How data compression works: exploring LZ77

语言: CN / TW / HK

In this post we are going to explore LZ77, a lossless data-compression algorithm created by Lempel and Ziv in 1977. This algorithm is widely spread in our current systems since, for instance, ZIP and GZIP are based on LZ77.

Compression

LZ77 iterates sequentially through the input string and stores any new match into a search buffer. The process of compression can be divided in 3 steps:

  1. Find the longest match of a string that starts at the current position with a pattern available in the search buffer.
  2. Output a triple (o, l, c) where,
  • o : offset, represents the number of positions that we would need to move backwards in order to find the start of the matching string.
  • l : length, represents the length of the match.
  • c : character, represents the character that is found after the match.
  1. Move the cursor l+1 positions to the right.

Let’s get a deeper insight with an example:

a b a b c b a b a b a a

Initially, our search buffer is empty and we start from the left, where we find an ‘a’. Given that there are not any matching patterns in our search buffer, we output the triple (0, 0, a), since we are not moving backwards (o = 0) and there is not a matching pattern in the search buffer (hence “matching” an empty string: l = 0). After this (non-)match, we find the character ‘a’, so c = a. We move l+1 positions to the right and find ourselves in the second position. We’ll be indicating the position of the cursor using the square brackets [].

a [b] a b c b a b a b a a
LZ77 encoding: (0,0,a)

So far, we do not have any pattern in our search buffer that starts with ‘b’. Therefore, the encoding process is similar to the previous step: (0,0,b). At this point, things start to get interesting:

a b [a] b c b a b a b a a
LZ77 encoding: (0,0,a), (0,0,b)

We’ve previously found an ‘a’ and even ‘ab’, but not ‘abc’ so we need to move 2 positions to the left (o = 2) and read 2 characters (l = 2). The next character that we can find is a ‘c’, therefore the output triple would be (2,2,c).

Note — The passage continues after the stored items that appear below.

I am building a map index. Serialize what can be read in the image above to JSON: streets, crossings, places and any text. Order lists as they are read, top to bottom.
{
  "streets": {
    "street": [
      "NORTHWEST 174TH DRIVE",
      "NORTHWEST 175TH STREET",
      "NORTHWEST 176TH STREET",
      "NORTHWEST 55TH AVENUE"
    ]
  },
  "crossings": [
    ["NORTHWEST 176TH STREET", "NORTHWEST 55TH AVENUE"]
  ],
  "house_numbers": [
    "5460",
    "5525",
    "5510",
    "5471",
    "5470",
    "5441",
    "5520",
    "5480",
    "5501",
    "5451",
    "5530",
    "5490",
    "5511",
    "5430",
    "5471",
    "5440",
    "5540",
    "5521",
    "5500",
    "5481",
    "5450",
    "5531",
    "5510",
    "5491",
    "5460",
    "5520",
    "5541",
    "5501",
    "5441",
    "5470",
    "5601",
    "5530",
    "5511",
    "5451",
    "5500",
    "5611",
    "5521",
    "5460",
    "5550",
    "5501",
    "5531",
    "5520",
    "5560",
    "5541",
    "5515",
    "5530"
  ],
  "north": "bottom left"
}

We move our cursor l+1 positions to the right and find ourselves in the character ‘b’.

a b a b c [b] a b a b a a
LZ77 encoding: (0,0,a), (0,0,b), (2,2,c)

We’ve already found a ‘b’, even ‘ba’ and even ‘bab’ but not ‘baba’, so we’ll be moving 4 positions to the left (o = 4) and read 3 characters (l = 3). The next character that we can find is an ‘a’, and hence the output triple would be (4,3,a). We move our cursor l+1 positions to the right and find ourselves in the character ‘b’.

a b a b c b a b a [b] a a
LZ77 encoding: (0,0,a), (0,0,b), (2,2,c),  (4,3,a)

We’re almost done! We’ve already seen a ‘b’ and a ba’, but not a ‘baa’. We need to move 2 positions to the left (o = 2) and read 2 characters (l = 2). After this match, we find an ‘a’, so the last output triple would be (2,2,a).

a b a b c b a b a b a a
LZ77 encoding: (0,0,a), (0,0,b), (2,2,c), (4,3,a), (2,2,a)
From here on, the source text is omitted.